There are many proposals, but none is giving the desired results. It seems we have to deal with a dragon with many heads here. We have to look into short and long term strategies in order to get the country to move.
I propose: short term, push on with the public service reform program. It is clear that a none-functioning corrupt public service is not creating a conducive environment for economic development. For now the implementation of the program has been below expectation. Renaming a number of PSs into directors but keeping them in the same position and salary scale does not translate into meaningful reform. It is only cosmetic.
A big problem is that we have policies, and often very good policies, in document form, but not being implemented. The feared implementation gap is a gaping ravine in Malawi. We need to reform the public service into a vibrant hard working organization that delivers services to the public. One problem is that every ambitious public servant tries to get to Capital Hill as early as possible in his/her career path, in order to move up. We need to reform the public service, so that we do not get all talented people producing paper plans at international or lakeside workshops. We need to get the ambitious and talented people to work in the districts to implement plans. So that we do not only have paper policies, but meaningful change on the ground. To get people to do this, we need to change the career path, in such a way that people who successfully implement policies make promotion faster than those who produce paper plans. We need to give promotion, and place highly qualified and paid people, not on Capital Hill, but close to the population, where the policies are given hands and feet, and made to walk the (paper) talk.
Secondly, we need to vigorously fight corruption. That will kill two birds with one stone:
Firstly we will stop the leakage of funds tapped by corruption, and we will get the corrupt types out of the public service, so the service delivers instead of being hampered by those people only looking for their own benefit instead of doing the job they were hired to do.
Secondly, it will bring back donor confidence and get donor funds streaming into the economy again. This will greatly empower government to deliver development.

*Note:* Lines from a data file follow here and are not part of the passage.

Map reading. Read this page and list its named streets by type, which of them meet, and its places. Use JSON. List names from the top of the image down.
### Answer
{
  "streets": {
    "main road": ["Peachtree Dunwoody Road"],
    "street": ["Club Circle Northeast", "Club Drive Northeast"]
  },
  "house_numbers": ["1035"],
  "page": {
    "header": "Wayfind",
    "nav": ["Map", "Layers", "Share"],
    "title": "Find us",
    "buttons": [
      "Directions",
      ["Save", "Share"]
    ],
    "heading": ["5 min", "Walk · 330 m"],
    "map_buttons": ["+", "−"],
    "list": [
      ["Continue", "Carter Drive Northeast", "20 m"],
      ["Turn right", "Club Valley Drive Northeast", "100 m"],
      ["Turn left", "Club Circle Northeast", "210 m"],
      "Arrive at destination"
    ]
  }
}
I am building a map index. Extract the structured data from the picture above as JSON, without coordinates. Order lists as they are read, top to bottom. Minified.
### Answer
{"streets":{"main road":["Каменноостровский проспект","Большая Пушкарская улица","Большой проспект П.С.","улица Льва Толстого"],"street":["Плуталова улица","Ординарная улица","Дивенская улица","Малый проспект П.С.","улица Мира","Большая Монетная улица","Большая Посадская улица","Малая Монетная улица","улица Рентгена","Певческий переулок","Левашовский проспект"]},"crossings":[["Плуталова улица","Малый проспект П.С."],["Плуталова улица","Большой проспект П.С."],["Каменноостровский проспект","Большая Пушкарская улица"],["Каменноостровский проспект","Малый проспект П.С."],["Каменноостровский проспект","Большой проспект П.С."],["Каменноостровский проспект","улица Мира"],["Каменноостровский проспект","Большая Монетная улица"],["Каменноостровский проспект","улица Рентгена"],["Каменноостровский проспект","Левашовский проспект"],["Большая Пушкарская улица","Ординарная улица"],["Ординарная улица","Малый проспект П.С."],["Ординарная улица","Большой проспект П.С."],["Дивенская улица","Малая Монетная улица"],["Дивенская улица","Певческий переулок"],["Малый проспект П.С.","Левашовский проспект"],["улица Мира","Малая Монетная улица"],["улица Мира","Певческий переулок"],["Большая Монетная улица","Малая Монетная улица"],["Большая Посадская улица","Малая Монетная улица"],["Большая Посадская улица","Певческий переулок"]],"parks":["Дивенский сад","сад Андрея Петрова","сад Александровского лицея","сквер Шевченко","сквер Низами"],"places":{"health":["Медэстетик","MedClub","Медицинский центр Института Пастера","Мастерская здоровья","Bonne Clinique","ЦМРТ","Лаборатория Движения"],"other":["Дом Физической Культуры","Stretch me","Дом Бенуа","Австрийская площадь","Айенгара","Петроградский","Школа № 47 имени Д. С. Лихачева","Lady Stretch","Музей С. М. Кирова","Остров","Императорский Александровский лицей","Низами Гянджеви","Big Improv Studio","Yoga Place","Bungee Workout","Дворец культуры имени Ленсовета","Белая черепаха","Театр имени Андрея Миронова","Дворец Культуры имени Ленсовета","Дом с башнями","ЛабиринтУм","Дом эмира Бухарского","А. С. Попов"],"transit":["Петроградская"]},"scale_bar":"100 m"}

For the long term, we need to overhaul our education system, so our children are being educated to a high degree. The other day I heard a South African teacher complaining she has 51 learners in one class, and she cannot do a quality job with more than 40. In Europe many countries even cut their class size to a maximum of 30 or lower. Here in Malawi we have an average (not maximum) of 92 learners per teacher. That makes a quality education impossible, and with a lowly educated population we cannot develop. We have a horrible primary education completion rate of less than 10 percent! This shows how the country cannot develop. The president started a good initiative with community colleges, but it is not enough by a long stretch. By the same token our universities are not good enough either. The University of Malawi ended second lowest of all universities in Africa (and African universities are the lowest rated in the world). (After some reconsidering they found a way to recalculate and move Unima up a few places, not by improving the quality of the education, but by a numbers trick). We need to improve our education system from Early Child Development to adult education and everything in between, to have a well educated capable population that can deliver quality life for their families, and development to the country.